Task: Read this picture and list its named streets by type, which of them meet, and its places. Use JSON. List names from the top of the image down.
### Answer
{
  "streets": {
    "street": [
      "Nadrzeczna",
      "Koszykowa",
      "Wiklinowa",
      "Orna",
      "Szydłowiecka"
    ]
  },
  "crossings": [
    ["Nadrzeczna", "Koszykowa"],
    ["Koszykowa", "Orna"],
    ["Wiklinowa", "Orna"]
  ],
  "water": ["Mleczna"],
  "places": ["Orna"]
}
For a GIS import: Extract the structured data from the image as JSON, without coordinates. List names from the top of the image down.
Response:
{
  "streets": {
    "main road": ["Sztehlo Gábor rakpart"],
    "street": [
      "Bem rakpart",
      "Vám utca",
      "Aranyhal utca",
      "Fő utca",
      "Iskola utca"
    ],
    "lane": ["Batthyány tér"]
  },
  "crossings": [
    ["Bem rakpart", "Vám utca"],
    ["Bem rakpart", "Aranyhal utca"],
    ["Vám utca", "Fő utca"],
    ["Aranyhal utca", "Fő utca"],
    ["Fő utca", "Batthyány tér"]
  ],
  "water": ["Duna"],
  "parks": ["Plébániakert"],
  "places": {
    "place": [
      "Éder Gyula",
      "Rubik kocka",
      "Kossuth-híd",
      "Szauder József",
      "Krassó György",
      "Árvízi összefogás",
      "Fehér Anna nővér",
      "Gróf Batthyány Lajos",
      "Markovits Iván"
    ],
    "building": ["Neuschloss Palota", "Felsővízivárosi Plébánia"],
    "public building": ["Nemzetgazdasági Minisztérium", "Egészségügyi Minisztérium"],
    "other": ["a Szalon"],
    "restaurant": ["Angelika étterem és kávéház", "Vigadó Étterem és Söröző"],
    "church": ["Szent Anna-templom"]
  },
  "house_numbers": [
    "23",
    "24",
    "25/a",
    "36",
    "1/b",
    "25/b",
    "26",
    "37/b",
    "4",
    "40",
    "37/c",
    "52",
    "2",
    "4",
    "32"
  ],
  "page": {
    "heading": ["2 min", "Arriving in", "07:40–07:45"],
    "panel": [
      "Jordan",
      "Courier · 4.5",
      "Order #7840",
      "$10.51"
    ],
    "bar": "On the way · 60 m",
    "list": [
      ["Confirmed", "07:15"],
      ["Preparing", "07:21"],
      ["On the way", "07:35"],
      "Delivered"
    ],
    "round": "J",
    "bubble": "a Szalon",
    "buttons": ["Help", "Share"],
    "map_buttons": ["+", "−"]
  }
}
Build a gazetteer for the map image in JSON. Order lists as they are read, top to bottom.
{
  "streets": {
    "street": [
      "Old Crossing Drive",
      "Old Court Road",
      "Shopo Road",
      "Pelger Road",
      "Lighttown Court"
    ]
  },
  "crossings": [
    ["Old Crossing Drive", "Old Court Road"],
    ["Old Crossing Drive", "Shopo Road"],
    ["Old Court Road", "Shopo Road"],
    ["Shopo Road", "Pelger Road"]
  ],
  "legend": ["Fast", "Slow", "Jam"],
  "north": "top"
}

## WHAT YOU HAVE TO DO
The answer should hold only the lines from the start of the records above through the line containing "For a GIS import: Extract", each set down exactly.

## SOLUTION
Task: Read this picture and list its named streets by type, which of them meet, and its places. Use JSON. List names from the top of the image down.
### Answer
{
  "streets": {
    "street": [
      "Nadrzeczna",
      "Koszykowa",
      "Wiklinowa",
      "Orna",
      "Szydłowiecka"
    ]
  },
  "crossings": [
    ["Nadrzeczna", "Koszykowa"],
    ["Koszykowa", "Orna"],
    ["Wiklinowa", "Orna"]
  ],
  "water": ["Mleczna"],
  "places": ["Orna"]
}
For a GIS import: Extract the structured data from the image as JSON, without coordinates. List names from the top of the image down.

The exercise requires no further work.